**Brief**. The records below are to be duplicated character for character.

:: Data for review ::

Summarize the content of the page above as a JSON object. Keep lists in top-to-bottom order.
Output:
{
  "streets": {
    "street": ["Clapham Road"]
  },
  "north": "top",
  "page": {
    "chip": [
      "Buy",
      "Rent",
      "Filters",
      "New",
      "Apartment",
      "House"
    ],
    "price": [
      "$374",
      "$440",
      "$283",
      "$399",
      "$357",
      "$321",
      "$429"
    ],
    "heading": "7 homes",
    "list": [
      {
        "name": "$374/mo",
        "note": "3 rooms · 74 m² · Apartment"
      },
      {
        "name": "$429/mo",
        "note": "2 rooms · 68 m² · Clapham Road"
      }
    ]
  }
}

:::

**Output**.
Summarize the content of the page above as a JSON object. Keep lists in top-to-bottom order.
Output:
{
  "streets": {
    "street": ["Clapham Road"]
  },
  "north": "top",
  "page": {
    "chip": [
      "Buy",
      "Rent",
      "Filters",
      "New",
      "Apartment",
      "House"
    ],
    "price": [
      "$374",
      "$440",
      "$283",
      "$399",
      "$357",
      "$321",
      "$429"
    ],
    "heading": "7 homes",
    "list": [
      {
        "name": "$374/mo",
        "note": "3 rooms · 74 m² · Apartment"
      },
      {
        "name": "$429/mo",
        "note": "2 rooms · 68 m² · Clapham Road"
      }
    ]
  }
}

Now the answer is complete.